The OpenBCI’s learning curve is steeper than that of many other devices in this list, but it is also more flexible and powerful. The OpenBCI’s 100% open-source hardware and software invites tinkering, and there is an active online user community to share ideas and help out newcomers.
The original OpenBCI has 8 channels and costs ~$499.99, but can be expanded to 16 channels with a Daisy Chain Module that brings the total cost to $899.99. It ships with gold cup electrodes and 10–20 conductive paste, as well as an adapter cable for use with “touch-proof” electrodes; it is also compatible with dry / active electrodes.
This month OpenBCI wrapped up a second Kickstarter Campaign for a cheaper board with fewer channels, and a 3d-printable dry-electrode headset:
OpenBCI Ganglion: Biosensing for Everybody
The OpenBCI Ganglion has 4 channels and costs $99. It ships with the same gold-cup electrodes and 10–20 paste as the original OpenBCI. It also has many of the same features — same form-factor, same software, and a micro SD card slot for logging data — but the Ganglion uses a Simblee bluetooth module rather than a Gazelle module, has half as many channels, and is less than a quarter the price.
The Simblee bluetooth module will allow the Ganglion to stream data directly to a smartphone over BLE.
Ultracortex: The open-source 3D printed EEG headset
The Ultracortex is an open-source, 3D printed headset that holds EEG electrodes at configurable 10–20 system locations. The Ultracortex is compatible with the original OpenBCI as well as the OpenBCI Ganglion, and could probably be used with other EEG systems as well.
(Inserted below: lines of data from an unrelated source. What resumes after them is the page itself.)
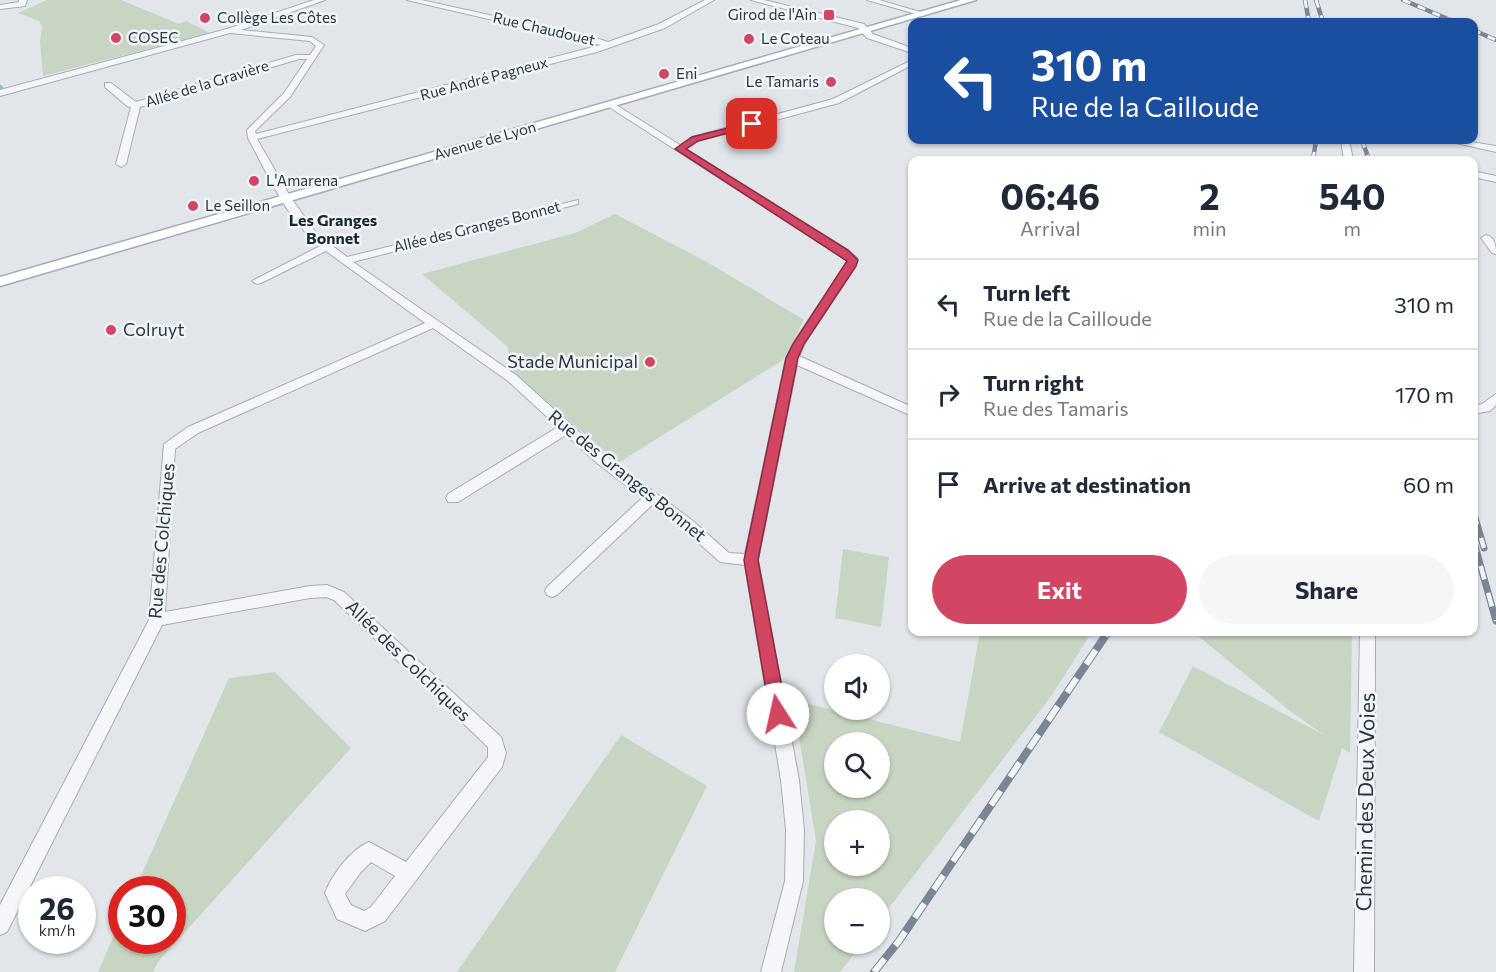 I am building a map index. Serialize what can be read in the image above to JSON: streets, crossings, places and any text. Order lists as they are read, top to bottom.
{
  "streets": {
    "main road": ["Avenue de Lyon"],
    "street": [
      "Rue Chaudouet",
      "Rue André Pagneux",
      "Allée de la Gravière",
      "Allée des Granges Bonnet",
      "Rue des Granges Bonnet",
      "Rue des Colchiques",
      "Allée des Colchiques",
      "Chemin des Deux Voies"
    ]
  },
  "crossings": [
    ["Rue Chaudouet", "Rue André Pagneux"],
    ["Rue André Pagneux", "Rue des Granges Bonnet"],
    ["Avenue de Lyon", "Rue des Granges Bonnet"],
    ["Allée des Granges Bonnet", "Rue des Granges Bonnet"],
    ["Rue des Granges Bonnet", "Rue des Colchiques"],
    ["Rue des Colchiques", "Allée des Colchiques"]
  ],
  "districts": ["Les Granges Bonnet"],
  "places": {
    "transit": ["Girod de l'Ain"],
    "other": [
      "Collège Les Côtes",
      "COSEC",
      "Le Coteau",
      "Eni",
      "Le Tamaris",
      "L'Amarena",
      "Le Seillon",
      "Colruyt",
      "Stade Municipal"
    ]
  },
  "page": {
    "turn": ["310 m", "Rue de la Cailloude"],
    "eta": [
      "06:46",
      "Arrival",
      "2",
      "min",
      "540",
      "m"
    ],
    "list": [
      {
        "name": "Turn left",
        "note": "Rue de la Cailloude",
        "value": "310 m"
      },
      {
        "name": "Turn right",
        "note": "Rue des Tamaris",
        "value": "170 m"
      },
      {
        "name": "Arrive at destination",
        "value": "60 m"
      }
    ],
    "buttons": ["Exit", "Share"],
    "map_buttons": ["+", "−"],
    "speed": "26 km/h",
    "limit": "30"
  }
}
The Ultracortex IV can be bought fully assembled for $599.99. An unassembled Ultracortex kit is available for $399, and a print-it-yourself version for $299. You can also build your own Ultracortex from scratch much more inexpensively if you have a 3D printer, plenty of patience, and are willing to source the parts yourself.
- Twitter • Official Docs
- Original Kickstarter Campaign • Current Kickstarter Campaign
- Company Forum • OpenBCI discussion on NeuroBB • OpenBCI Community page
- The Autodidacts LOL • EEG Hacker
OpenEEG: Low-Cost, Open-Source, DIY EEG Signal Acquisition Hardware
The OpenEEG project (it’s not a commercial company, but a group of enthusiasts) has released plans for several DIY EEG acquisition boards. They are all open-source hardware, and are compatible with a number of open-source software suites including OpenViBE, BrainBay, BioEra, and others. The most popular OpenEEG board at this point is the ModularEEG.
The cost of the OpenEEG varies, because it is a DIY project, but assembled boards can be bought from Omilex for ~$60–110. According to OpenEEG’s website, a complete ModularEEG system, with electrodes and all, typically costs $200–400. The ModularEEG is a two-channel system, and is compatible with wide range of electrodes.
Muse: The Brain-sensing Headband
Interaxon’s Muse is an easy-to-use brain-sensing headband that has apps for concentration and meditation training. It sends data over bluetooth and is compatible with recent versions of iOS, Android, Mac OS, Windows, and Ubuntu Linux.
The Muse headband costs $299, has 4 channels — two on the forehead and two on the back of the head at 10–20 system locations AF3, AF4, TP9, and TP10. The reference electrode is at AFz.
Though not open source, Muse does offer an open SDK that allows access to raw data as well as data that has been processed to some extent on the headset itself. This, plus its user-friendly headband design (with low-fuss dry electrodes that avoid hairy regions) has made it a favorite among hackers and members of the art-tech avant garde.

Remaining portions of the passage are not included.